Stored items:

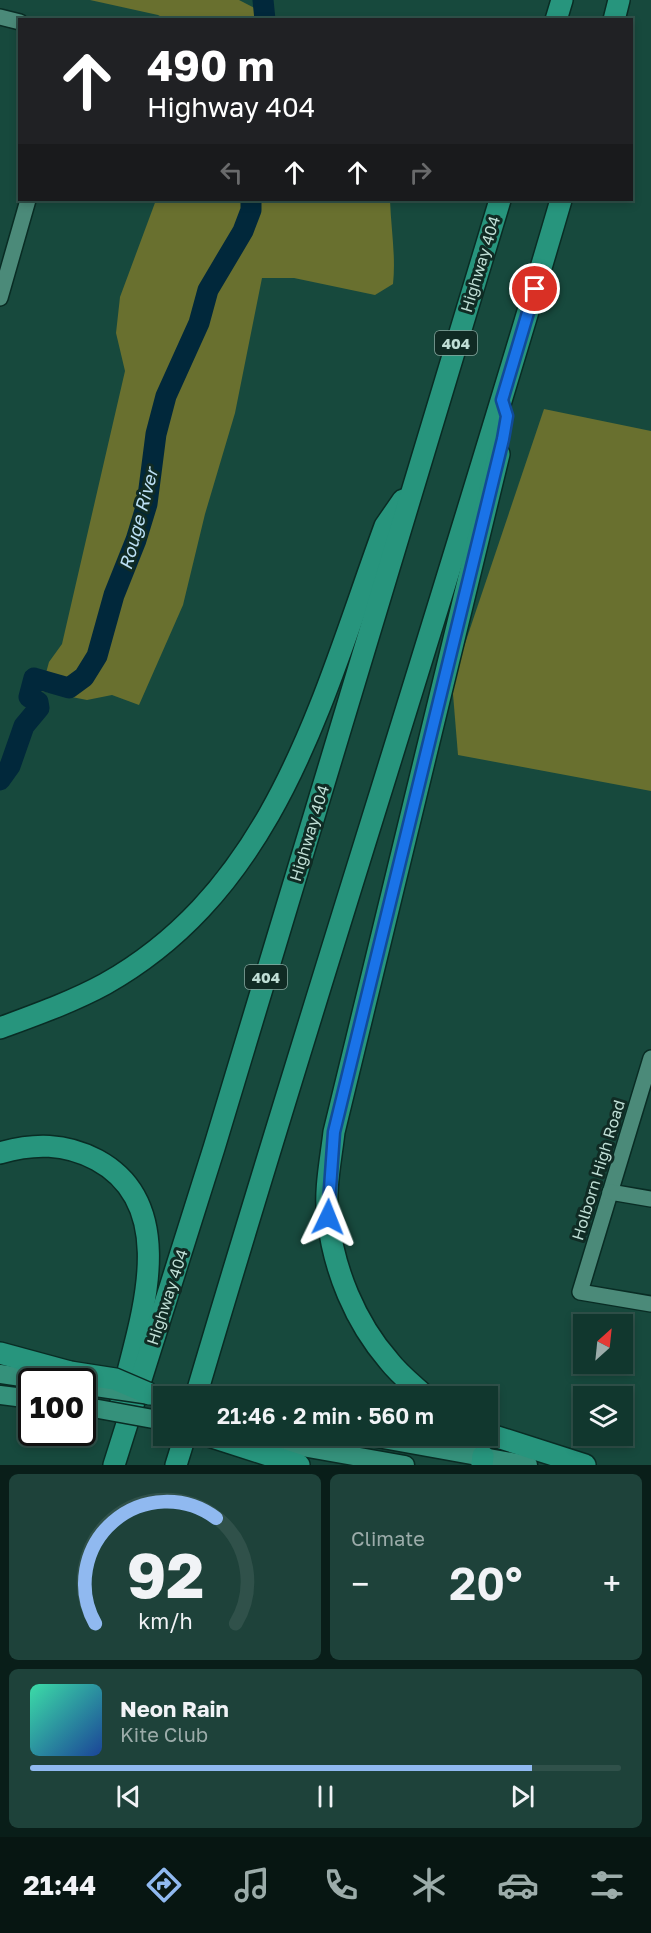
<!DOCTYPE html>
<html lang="en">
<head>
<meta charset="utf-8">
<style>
	body { margin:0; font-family:"Golos Text",sans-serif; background:#1e423a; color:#f1f3f6; height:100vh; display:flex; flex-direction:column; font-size:22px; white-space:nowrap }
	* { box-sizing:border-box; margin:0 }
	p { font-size:20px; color:#9cacaa }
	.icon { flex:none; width:33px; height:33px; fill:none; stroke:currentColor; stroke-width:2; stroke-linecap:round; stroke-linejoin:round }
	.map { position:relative; height:1465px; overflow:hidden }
	.sheet { display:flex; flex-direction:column; gap:9px; padding:9px; background:#091e19; flex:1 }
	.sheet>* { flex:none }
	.guide { position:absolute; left:18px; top:18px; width:615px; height:183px; border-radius:0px; box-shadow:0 3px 9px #0003,0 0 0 2px #30514a; background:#202124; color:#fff; overflow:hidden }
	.needle { width:39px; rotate:27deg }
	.buttons { position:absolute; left:573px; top:1314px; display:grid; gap:12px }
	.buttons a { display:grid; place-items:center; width:60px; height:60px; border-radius:0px; background:#11372e; box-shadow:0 3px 9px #0003,0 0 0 2px #30514a; font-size:30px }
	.speed { position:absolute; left:18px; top:1368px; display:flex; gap:12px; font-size:30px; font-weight:700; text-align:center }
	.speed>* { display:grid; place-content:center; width:78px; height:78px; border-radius:50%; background:#11372e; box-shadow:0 3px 9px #0003,0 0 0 2px #30514a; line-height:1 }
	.speed .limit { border:3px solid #111; border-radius:9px; background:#fff; color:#111 }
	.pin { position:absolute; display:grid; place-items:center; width:51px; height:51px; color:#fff; margin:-26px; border:3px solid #fff; border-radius:50%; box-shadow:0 2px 6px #0007 }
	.me { position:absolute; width:66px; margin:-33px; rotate:2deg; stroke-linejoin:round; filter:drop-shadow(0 0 4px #0008) }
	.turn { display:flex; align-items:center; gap:21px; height:126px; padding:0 30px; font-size:27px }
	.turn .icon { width:78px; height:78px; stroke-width:2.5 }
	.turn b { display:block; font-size:42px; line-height:51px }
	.lanes { display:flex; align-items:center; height:57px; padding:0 30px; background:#0003; justify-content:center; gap:30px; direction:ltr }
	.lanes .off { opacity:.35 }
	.big { font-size:45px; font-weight:600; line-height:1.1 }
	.sheet .tile { flex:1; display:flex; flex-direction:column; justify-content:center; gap:9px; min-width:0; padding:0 21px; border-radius:9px; background:#1e423a }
	.sheet .dial { align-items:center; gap:0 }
	.dial svg { height:156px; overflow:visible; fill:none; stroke:#30514a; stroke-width:7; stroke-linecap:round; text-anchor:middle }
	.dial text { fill:#f1f3f6; stroke:none }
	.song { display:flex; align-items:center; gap:18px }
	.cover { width:72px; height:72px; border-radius:9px; background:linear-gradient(135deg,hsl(160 70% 55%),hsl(220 70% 35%)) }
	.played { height:6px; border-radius:3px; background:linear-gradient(90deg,#90b9f0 85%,#30514a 85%) }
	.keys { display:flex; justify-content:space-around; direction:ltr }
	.heat { display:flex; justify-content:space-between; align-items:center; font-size:33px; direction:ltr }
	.sheet .tiles { flex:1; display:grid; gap:9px; grid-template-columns:1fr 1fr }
	.tile:last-child { grid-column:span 2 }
	.trip { position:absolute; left:153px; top:1386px; width:345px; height:60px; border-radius:0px; background:#11372e; box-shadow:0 3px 9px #0003,0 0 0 2px #30514a; font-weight:600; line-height:60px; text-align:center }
	.tab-bar { display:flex; height:96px; justify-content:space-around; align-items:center; background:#071612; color:#9cacaa }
	.tab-bar .icon { width:42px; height:42px }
	.tab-bar .on { color:#90b9f0 }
	.tab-bar b { font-size:27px; color:#f1f3f6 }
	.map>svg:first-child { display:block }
	.green { fill:#69702f }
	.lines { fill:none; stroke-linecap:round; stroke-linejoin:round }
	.river { stroke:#01283b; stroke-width:21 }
	.minor-casing { stroke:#092c24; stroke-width:18 }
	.major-casing { stroke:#092c24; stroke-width:21 }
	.highway-casing { stroke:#092c24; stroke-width:24 }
	.minor { stroke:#4b8a79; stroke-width:15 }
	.major { stroke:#35917b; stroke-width:18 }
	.highway { stroke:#27957d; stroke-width:21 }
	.major-bridge-casing { stroke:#092c24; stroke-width:21; stroke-linecap:butt }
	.highway-bridge-casing { stroke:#092c24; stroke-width:24; stroke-linecap:butt }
	.major-bridge { stroke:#35917b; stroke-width:18 }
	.highway-bridge { stroke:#27957d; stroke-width:21 }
	.route-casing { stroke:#114b97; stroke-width:15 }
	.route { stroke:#1a73e8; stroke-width:10 }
	.labels { text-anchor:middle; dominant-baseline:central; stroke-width:6; stroke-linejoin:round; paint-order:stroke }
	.shield { fill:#102b24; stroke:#8aa8a0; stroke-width:1.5 }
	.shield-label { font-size:15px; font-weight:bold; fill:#bfded5 }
	.street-label { font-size:16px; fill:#bfded5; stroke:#102b24 }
	.water-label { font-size:18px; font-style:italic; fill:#bce0f5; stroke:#102b24 }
</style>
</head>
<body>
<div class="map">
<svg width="651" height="1465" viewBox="0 0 651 1465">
	<rect width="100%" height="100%" fill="#17493d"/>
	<!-- green -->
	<g class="green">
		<polygon points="90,0 239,0 274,18 303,19 165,19 158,15"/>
		<path d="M156 200H390C391 229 396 256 393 284L375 295 294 278H262L235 413 205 514 183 605 139 705 112 695 87 700 41 691 49 662 62 644 125 371 116 333 120 297Z"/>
		<polygon points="544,409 651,431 651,791 458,755 452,682"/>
	</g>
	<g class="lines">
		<!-- river -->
		<g class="river">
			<polyline points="263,0 265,20"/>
			<polyline points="0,780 10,766 24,726 39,708 38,702 29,697 34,678 69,688 84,677 97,656 114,595 136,540 147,504 156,434 166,396 199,323 208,290 243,231 251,210 251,200"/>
		</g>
		<!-- minor casing -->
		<g class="minor-casing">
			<g id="minor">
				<polyline points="0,17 20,22"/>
				<polyline points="0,298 28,200"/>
				<polyline points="651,1058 580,1292 651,1304"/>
				<polyline points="610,1192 651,1199"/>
			</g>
		</g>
		<!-- major casing -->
		<g class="major-casing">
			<g id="major">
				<polyline points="0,1374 55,1382"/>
				<polyline points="0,1395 32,1399"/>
				<polyline points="240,1436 405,1465"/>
				<polyline points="366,1436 528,1465"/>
			</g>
		</g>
		<!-- highway casing -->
		<g class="highway-casing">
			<g id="highway">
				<polyline points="556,20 562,0"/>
				<polyline points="614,20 619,0"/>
				<path d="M0 1028C35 1015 72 1002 105 984 277 887 322 698 385 526L403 500"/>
				<path d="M0 1153C34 1143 65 1143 97 1160 184 1207 138 1326 121 1399"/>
				<polyline points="0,1353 70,1372"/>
				<path d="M196 1396C314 996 444 600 561 200"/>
				<path d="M425 1396C413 1385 399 1374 389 1361 355 1322 334 1270 328 1219 324 1191 331 1159 334 1132L499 454"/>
				<polyline points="488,1434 585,1465"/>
				<polyline points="209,1436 299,1465"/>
				<polyline points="114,1465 214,1148 500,200"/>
				<polyline points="176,1465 185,1436"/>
				<polyline points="482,1465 483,1456"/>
			</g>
		</g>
		<!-- minor -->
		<use href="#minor" class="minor"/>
		<!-- major -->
		<use href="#major" class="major"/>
		<!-- highway -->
		<use href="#highway" class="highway"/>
		<!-- major-bridge casing -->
		<g class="major-bridge-casing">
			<g id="major-bridge">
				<polyline points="82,1385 164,1397"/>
				<polyline points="82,1406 164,1421"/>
			</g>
		</g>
		<!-- highway-bridge casing -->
		<g class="highway-bridge-casing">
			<polyline id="highway-bridge" points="70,1372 115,1379 150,1394"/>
		</g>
		<!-- major-bridge -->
		<use href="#major-bridge" class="major-bridge"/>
		<!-- highway-bridge -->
		<use href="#highway-bridge" class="highway-bridge"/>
	</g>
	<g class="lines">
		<!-- route casing -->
		<g class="route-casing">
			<polyline id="route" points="328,1217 334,1132 503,439 507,416 502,400 535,289"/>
		</g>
		<!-- route -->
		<use href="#route" class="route"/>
	</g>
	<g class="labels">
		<!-- shield labels -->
		<g class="shield">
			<rect x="435" y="331" width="42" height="24" rx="4.5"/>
			<rect x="245" y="965" width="42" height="24" rx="4.5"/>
		</g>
		<g class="shield-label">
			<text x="456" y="343">404</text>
			<text x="266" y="977">404</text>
		</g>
		<!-- street labels -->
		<g class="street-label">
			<text transform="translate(480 264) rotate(-73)">Highway 404</text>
			<text transform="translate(309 833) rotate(-73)">Highway 404</text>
			<text transform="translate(598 1170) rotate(-73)">Holborn High Road</text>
			<text transform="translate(167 1297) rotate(-72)">Highway 404</text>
		</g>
		<!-- water labels -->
		<g class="water-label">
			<text transform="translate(138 519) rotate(-75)">Rouge River</text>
		</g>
	</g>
</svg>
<div class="buttons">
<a><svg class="needle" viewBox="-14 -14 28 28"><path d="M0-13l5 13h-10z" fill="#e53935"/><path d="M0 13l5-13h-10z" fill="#9cacaa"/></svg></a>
<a><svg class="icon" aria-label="layers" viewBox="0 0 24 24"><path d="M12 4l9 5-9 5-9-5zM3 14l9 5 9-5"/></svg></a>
</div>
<div class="speed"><div class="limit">100</div></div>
<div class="pin" style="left:535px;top:289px;background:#d93025"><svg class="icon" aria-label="arrive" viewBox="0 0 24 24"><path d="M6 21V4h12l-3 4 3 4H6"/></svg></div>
<svg class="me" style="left:328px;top:1217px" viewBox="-20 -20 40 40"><path d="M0-17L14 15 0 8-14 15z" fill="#1a73e8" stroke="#fff" stroke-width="4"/></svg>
<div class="trip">21:46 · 2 min · 560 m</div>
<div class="guide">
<div class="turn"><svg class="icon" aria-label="ahead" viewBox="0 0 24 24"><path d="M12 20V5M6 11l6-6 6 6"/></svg><div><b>490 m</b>Highway 404</div></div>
<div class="lanes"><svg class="icon off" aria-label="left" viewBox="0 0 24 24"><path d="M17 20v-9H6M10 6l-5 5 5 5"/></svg><svg class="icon" aria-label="ahead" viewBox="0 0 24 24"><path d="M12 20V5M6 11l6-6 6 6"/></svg><svg class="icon" aria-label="ahead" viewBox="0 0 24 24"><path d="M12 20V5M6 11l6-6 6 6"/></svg><svg class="icon off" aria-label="right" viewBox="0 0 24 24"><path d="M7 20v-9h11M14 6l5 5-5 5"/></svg></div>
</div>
</div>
<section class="sheet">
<div class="tiles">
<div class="tile dial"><svg viewBox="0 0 100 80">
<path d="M14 69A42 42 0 1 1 86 69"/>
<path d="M14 69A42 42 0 0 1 76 15" stroke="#90b9f0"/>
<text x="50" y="56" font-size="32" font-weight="700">92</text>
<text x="50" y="72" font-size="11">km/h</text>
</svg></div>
<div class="tile"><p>Climate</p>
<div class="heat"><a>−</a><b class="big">20°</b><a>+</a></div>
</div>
<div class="tile">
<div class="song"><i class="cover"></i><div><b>Neon Rain</b><p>Kite Club</p></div></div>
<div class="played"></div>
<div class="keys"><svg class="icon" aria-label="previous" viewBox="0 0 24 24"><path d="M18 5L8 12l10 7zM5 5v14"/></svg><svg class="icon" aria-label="pause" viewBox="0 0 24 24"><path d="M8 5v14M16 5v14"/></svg><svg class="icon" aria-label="next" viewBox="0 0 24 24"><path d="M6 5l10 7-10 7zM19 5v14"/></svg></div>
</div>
</div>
</section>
<nav class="tab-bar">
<b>21:44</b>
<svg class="icon on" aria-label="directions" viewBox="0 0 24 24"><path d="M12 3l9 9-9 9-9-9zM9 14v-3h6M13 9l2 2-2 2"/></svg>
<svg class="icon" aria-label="music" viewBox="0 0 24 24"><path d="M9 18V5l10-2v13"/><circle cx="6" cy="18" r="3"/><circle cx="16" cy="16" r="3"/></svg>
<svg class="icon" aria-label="phone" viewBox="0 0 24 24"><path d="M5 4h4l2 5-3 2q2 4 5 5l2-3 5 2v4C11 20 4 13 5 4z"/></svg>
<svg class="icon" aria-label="climate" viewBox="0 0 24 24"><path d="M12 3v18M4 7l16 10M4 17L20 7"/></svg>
<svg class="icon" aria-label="car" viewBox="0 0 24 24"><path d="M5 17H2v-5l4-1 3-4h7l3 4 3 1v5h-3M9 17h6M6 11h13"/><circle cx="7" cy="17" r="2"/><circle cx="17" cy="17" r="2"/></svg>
<svg class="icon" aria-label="filters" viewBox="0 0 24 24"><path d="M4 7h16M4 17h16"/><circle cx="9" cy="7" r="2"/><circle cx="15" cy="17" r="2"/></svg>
</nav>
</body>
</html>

**What is needed**
Which lines hold the word "keys"? Return all of them from the records above.

**Response**
	.keys { display:flex; justify-content:space-around; direction:ltr }
<div class="keys"><svg class="icon" aria-label="previous" viewBox="0 0 24 24"><path d="M18 5L8 12l10 7zM5 5v14"/></svg><svg class="icon" aria-label="pause" viewBox="0 0 24 24"><path d="M8 5v14M16 5v14"/></svg><svg class="icon" aria-label="next" viewBox="0 0 24 24"><path d="M6 5l10 7-10 7zM19 5v14"/></svg></div>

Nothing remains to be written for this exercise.